Work instruction
Take the data below and filter it for lines containing the word "Math"; show each line found.

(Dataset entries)
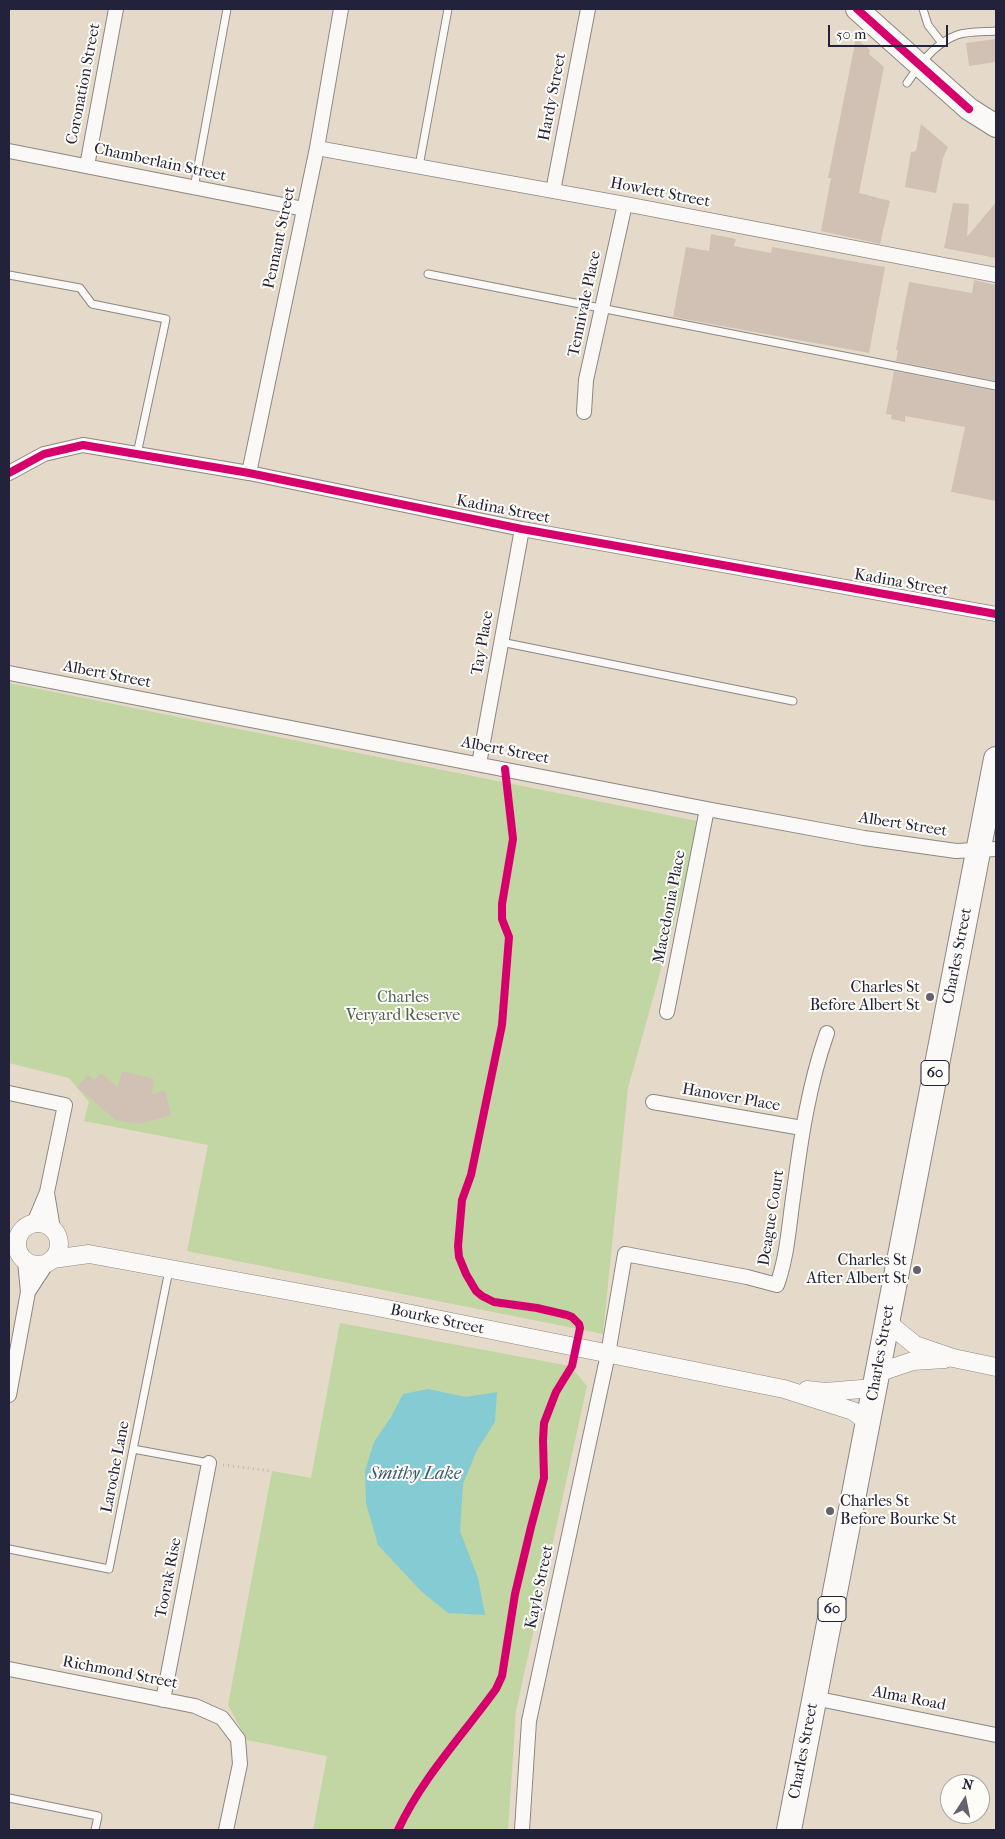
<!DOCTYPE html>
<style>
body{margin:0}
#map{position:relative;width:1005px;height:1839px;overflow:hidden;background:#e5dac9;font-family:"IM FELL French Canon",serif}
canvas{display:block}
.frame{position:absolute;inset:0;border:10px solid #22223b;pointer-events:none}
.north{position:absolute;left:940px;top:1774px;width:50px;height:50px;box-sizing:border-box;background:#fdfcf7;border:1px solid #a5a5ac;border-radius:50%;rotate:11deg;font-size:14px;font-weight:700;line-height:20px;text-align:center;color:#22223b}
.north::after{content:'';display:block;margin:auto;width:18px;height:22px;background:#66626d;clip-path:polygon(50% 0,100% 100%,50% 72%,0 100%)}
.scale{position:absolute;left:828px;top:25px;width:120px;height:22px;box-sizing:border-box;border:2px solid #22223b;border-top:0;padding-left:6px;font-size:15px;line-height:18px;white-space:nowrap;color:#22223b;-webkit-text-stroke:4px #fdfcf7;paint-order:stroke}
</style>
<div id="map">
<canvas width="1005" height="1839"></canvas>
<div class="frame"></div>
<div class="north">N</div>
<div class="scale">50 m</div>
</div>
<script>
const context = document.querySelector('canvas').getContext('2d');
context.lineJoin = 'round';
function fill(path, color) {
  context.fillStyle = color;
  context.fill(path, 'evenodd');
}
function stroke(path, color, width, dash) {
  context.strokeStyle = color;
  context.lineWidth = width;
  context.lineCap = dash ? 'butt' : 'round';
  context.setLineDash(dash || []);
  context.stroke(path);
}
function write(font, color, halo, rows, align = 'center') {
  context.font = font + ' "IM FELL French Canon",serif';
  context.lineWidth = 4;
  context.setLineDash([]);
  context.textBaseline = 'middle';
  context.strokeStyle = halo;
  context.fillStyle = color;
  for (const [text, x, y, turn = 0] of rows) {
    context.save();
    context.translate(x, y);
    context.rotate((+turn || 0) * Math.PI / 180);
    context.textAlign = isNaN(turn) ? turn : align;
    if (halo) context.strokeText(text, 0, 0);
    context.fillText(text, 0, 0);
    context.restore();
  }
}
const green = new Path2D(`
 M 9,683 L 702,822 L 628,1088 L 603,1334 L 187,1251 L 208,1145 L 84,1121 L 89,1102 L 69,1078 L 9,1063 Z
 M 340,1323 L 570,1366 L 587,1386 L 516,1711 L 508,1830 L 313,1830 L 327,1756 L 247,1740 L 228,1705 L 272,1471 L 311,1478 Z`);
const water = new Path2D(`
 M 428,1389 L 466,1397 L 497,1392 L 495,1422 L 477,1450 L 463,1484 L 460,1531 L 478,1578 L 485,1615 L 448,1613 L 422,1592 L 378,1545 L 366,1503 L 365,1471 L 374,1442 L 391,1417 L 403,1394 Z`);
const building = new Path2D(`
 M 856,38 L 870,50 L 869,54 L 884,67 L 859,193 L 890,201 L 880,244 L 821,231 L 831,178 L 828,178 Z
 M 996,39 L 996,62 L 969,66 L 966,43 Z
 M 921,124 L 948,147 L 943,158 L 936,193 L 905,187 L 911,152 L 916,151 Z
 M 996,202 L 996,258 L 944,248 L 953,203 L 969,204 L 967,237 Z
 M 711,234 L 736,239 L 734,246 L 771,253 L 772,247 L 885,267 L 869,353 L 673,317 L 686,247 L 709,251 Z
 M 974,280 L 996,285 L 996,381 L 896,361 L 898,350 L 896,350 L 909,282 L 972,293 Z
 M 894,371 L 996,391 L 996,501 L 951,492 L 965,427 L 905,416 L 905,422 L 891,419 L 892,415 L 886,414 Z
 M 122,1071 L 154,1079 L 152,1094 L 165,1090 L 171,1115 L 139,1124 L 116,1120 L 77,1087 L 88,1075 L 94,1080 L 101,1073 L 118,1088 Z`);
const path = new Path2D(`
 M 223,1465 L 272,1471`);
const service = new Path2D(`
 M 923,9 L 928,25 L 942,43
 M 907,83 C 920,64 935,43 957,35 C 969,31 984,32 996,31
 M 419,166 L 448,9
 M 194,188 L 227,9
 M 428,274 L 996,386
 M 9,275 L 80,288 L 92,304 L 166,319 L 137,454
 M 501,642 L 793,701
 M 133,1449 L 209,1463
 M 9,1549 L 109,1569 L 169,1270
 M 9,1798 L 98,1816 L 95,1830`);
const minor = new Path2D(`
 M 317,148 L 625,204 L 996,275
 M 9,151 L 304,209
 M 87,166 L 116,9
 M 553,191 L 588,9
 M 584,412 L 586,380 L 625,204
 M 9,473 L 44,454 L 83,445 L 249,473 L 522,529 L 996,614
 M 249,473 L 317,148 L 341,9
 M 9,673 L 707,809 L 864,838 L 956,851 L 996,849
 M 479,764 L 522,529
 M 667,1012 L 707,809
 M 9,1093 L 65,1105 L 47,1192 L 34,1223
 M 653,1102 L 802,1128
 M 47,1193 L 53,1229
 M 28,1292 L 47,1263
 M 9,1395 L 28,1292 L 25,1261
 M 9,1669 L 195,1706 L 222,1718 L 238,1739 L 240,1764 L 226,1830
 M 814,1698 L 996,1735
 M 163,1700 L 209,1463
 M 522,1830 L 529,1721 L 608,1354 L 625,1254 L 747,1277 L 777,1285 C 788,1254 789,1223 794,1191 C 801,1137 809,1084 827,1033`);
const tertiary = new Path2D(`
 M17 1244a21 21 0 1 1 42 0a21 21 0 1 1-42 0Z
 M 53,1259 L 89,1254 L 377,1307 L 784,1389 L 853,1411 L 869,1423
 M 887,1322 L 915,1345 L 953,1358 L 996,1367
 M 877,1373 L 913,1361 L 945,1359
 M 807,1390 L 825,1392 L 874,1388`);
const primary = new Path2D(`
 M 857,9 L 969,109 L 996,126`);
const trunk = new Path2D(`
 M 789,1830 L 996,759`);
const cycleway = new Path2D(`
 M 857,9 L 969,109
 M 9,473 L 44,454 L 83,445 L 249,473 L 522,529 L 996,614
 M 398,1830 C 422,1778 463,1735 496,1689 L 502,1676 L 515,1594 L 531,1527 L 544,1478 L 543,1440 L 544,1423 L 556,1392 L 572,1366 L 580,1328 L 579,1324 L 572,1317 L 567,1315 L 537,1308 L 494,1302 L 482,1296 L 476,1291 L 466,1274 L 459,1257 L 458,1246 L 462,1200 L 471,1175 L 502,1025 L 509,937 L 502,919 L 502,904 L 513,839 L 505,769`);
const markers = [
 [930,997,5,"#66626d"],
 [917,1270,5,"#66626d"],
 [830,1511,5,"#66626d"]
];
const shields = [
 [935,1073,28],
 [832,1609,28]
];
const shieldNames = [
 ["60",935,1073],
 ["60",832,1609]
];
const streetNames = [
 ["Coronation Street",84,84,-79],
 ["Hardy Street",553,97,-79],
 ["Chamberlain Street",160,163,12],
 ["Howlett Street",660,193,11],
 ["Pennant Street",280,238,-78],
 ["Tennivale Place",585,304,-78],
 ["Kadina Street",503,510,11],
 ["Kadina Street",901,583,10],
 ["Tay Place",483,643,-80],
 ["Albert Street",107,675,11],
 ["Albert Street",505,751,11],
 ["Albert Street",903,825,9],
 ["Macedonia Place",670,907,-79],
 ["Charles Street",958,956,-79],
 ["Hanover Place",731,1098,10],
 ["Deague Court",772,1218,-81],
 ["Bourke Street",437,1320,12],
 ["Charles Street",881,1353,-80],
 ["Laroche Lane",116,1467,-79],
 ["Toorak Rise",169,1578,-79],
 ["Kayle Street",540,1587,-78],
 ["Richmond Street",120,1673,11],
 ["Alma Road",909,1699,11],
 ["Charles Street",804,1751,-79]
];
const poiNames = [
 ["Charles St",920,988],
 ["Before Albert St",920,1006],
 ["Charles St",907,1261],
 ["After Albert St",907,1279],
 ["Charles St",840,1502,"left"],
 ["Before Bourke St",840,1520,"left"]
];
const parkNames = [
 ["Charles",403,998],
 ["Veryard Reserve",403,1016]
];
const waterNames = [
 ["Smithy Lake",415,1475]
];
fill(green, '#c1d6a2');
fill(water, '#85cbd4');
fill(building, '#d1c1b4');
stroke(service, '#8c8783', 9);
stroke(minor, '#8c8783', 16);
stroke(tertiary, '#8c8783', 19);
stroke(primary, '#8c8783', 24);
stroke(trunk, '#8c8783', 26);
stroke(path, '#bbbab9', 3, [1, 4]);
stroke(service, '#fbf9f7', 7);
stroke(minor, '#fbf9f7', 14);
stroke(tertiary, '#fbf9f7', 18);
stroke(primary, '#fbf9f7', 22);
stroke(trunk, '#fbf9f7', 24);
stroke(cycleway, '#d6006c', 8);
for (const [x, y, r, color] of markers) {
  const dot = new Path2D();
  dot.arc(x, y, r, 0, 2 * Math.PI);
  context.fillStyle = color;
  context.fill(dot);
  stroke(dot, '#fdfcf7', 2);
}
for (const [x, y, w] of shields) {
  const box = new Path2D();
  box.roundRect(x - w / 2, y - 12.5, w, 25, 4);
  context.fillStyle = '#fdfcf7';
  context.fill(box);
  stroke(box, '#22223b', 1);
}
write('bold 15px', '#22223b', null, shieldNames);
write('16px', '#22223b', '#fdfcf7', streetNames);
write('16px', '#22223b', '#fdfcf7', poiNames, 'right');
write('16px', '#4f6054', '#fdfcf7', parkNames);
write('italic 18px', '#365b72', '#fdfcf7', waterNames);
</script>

Response to the exercise
    context.rotate((+turn || 0) * Math.PI / 180);
  dot.arc(x, y, r, 0, 2 * Math.PI);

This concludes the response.